Return only the number of lines in the records below where the string "solid" shows up.

START Exercise material

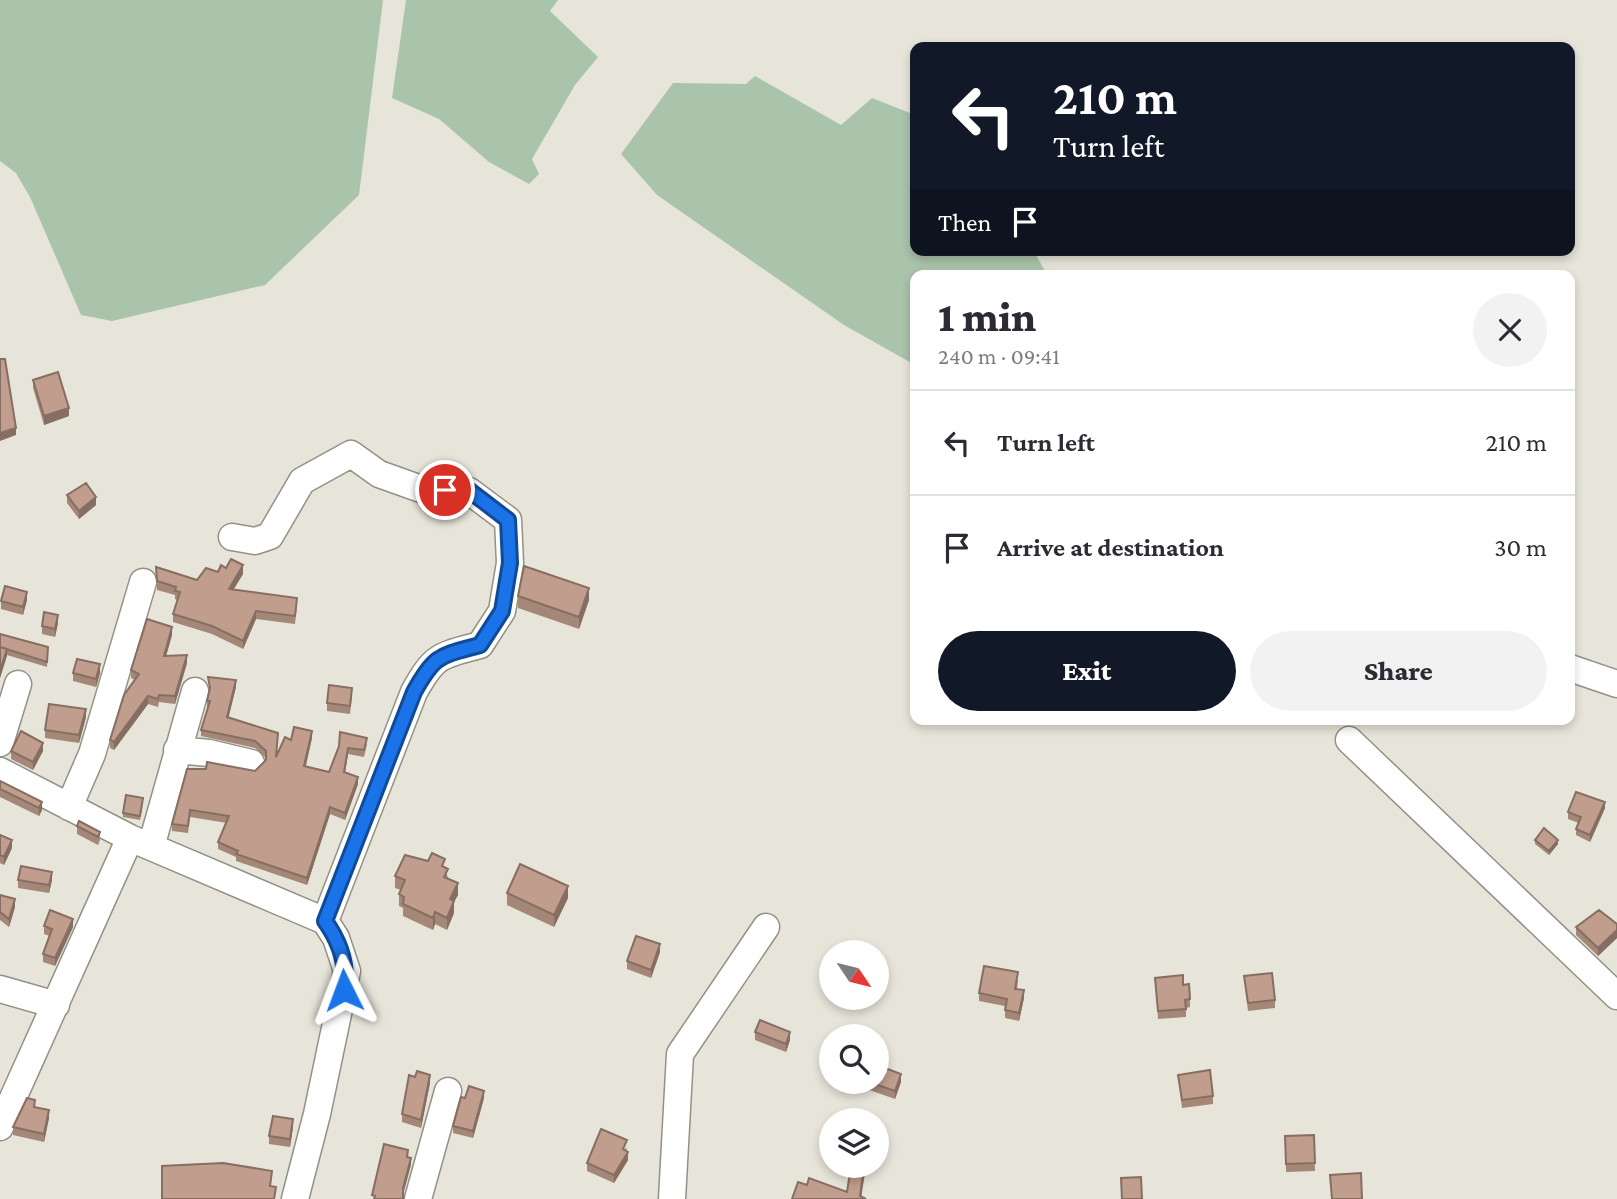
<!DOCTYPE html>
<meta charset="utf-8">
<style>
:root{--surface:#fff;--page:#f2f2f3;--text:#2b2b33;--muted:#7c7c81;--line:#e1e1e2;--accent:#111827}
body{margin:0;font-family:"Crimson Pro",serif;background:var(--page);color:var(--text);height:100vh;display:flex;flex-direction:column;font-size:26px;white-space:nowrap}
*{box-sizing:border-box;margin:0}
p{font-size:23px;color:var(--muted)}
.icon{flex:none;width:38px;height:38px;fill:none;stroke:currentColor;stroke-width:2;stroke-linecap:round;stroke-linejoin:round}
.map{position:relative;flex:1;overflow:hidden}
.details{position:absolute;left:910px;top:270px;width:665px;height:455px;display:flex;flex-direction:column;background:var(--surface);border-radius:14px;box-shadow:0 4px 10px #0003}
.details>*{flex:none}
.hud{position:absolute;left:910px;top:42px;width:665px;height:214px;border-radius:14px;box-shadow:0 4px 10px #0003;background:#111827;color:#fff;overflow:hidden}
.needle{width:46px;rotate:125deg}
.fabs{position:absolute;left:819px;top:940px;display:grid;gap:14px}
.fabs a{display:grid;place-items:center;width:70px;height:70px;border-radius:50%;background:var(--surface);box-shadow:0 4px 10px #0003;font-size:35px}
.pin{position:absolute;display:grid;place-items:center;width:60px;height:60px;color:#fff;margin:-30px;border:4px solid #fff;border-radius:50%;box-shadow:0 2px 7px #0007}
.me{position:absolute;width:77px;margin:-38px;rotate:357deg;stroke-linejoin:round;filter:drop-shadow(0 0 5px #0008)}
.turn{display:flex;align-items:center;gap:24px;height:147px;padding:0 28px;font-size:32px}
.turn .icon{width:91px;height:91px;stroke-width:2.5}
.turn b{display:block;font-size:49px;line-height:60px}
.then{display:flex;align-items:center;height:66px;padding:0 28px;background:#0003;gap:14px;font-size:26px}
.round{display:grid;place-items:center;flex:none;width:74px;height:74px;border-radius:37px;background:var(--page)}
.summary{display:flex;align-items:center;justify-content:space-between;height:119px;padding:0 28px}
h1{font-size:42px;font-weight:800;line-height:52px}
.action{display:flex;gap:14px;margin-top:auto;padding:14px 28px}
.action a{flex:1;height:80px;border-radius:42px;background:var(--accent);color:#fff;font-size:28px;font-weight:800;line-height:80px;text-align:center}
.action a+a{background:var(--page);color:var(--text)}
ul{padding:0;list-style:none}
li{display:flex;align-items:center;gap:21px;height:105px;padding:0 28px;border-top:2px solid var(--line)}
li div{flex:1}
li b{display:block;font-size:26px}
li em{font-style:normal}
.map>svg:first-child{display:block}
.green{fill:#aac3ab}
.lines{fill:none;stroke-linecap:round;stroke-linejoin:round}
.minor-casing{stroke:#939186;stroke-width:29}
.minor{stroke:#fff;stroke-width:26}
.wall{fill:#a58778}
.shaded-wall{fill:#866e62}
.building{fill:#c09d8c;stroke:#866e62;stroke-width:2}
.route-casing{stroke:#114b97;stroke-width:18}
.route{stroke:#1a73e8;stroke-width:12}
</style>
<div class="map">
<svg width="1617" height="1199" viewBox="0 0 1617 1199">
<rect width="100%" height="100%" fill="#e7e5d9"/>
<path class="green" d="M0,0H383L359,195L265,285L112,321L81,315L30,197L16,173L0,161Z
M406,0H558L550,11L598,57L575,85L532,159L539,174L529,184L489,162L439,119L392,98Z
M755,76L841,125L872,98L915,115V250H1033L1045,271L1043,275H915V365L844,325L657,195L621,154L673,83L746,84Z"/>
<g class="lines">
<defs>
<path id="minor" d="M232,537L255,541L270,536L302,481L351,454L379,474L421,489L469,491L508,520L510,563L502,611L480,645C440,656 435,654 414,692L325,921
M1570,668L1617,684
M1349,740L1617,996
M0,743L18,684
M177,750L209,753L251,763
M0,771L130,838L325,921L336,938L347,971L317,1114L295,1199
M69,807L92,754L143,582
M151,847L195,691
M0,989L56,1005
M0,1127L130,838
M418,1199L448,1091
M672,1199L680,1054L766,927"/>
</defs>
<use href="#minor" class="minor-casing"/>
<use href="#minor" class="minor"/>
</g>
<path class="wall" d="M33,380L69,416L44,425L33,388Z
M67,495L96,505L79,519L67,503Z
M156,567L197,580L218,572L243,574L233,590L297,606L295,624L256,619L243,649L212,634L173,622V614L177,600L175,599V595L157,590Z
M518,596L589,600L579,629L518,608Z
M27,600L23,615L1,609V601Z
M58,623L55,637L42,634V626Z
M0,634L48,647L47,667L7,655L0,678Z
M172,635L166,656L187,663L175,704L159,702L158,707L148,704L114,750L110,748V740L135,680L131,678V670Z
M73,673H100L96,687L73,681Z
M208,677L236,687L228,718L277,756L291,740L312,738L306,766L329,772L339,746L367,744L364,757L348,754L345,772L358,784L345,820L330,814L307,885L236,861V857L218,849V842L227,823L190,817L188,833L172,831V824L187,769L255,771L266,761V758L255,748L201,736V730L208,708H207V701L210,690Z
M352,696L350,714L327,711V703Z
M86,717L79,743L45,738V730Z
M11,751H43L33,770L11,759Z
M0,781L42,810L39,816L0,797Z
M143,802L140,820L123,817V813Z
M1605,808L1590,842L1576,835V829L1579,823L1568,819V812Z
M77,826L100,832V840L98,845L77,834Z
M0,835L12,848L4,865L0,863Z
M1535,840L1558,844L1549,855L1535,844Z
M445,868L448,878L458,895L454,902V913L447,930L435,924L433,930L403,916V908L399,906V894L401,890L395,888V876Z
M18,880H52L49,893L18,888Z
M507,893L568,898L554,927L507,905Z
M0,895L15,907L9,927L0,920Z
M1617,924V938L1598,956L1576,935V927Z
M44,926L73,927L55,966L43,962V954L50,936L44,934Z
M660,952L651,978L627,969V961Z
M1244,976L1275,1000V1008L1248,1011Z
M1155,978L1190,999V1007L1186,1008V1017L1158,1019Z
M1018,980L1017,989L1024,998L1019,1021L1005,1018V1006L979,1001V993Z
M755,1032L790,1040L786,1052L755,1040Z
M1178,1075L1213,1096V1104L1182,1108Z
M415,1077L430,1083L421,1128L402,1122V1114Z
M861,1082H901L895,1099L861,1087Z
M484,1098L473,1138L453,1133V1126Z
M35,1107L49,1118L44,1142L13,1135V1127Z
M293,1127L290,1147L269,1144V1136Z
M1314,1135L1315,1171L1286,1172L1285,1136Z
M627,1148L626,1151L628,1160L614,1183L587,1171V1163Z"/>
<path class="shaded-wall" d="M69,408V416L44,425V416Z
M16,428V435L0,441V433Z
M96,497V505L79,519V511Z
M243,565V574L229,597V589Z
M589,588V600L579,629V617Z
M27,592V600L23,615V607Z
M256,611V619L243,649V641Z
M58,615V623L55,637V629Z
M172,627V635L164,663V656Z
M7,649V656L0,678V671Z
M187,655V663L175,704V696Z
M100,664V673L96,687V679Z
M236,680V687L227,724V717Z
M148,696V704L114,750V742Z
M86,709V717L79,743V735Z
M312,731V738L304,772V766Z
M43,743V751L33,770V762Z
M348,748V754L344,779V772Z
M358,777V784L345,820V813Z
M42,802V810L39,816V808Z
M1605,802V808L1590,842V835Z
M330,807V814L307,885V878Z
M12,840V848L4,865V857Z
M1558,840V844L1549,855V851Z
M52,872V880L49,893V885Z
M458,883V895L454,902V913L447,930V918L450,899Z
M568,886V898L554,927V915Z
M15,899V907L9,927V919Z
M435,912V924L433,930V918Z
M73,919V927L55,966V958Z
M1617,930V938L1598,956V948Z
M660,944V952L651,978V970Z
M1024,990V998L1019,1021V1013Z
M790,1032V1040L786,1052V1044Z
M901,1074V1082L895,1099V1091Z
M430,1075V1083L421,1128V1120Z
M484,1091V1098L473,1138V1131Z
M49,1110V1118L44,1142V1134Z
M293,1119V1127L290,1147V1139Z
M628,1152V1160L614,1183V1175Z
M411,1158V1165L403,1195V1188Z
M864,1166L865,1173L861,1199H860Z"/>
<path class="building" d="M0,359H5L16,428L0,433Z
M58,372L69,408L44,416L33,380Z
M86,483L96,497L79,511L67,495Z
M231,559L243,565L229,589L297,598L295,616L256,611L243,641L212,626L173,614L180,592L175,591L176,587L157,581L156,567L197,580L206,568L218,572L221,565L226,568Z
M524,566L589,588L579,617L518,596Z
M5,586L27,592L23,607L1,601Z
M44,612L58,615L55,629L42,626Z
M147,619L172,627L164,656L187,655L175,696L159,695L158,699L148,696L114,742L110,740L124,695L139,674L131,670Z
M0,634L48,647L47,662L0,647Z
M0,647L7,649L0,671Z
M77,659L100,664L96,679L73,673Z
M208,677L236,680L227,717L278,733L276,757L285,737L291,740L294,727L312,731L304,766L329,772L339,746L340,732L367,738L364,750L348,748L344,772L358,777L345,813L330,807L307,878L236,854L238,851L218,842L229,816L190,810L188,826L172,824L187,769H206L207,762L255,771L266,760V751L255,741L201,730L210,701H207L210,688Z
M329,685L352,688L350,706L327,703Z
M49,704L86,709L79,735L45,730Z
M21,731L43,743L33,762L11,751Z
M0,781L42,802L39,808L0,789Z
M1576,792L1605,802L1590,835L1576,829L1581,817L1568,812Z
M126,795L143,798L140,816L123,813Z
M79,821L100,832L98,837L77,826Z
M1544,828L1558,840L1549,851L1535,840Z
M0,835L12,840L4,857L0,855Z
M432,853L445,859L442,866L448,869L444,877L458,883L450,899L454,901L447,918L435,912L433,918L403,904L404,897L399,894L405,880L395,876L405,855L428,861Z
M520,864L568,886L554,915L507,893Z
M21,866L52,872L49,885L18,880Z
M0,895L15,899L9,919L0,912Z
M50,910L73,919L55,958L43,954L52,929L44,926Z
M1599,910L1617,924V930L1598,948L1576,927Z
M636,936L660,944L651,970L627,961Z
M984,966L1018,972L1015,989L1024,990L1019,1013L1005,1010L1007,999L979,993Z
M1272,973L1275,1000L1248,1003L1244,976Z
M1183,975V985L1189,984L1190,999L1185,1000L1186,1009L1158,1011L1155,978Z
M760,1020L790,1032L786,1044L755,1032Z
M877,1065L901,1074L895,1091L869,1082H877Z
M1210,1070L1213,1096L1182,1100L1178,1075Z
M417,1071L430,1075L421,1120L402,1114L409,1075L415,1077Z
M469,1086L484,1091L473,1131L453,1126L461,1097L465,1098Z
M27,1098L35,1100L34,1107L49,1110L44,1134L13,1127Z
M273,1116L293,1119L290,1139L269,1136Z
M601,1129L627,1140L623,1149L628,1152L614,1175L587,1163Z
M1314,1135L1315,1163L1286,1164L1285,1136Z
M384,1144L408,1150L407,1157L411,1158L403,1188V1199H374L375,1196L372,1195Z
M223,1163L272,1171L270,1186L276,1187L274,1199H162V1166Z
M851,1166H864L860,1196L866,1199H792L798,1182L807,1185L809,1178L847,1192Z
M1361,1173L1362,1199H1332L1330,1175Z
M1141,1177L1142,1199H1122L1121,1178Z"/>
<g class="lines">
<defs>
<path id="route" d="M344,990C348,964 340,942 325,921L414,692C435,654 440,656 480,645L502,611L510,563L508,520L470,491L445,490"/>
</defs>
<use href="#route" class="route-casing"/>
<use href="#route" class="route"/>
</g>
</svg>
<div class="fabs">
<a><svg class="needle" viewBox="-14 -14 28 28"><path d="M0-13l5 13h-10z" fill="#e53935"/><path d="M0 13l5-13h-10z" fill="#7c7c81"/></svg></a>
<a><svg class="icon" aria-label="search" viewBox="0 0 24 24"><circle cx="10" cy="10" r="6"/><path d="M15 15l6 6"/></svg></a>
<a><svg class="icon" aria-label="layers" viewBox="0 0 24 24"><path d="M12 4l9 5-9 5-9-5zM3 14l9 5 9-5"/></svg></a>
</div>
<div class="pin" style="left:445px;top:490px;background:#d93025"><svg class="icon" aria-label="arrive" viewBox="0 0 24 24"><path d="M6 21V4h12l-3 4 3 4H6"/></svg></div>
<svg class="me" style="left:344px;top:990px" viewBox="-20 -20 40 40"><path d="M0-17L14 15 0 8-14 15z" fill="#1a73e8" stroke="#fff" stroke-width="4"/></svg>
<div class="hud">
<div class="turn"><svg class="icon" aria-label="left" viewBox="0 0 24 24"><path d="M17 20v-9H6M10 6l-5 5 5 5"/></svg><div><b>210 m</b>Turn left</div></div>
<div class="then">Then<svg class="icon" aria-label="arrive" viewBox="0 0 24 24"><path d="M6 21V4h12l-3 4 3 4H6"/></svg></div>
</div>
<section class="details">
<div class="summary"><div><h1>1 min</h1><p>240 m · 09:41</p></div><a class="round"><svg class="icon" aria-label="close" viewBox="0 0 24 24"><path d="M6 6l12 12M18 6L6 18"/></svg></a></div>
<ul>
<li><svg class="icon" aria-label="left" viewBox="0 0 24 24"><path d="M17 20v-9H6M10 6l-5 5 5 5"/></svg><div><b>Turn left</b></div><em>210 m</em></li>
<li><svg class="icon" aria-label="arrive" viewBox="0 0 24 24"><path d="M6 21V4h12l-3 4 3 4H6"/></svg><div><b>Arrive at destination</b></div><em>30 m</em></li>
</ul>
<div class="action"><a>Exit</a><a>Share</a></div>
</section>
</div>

END Exercise material

§ **The completed task**: 2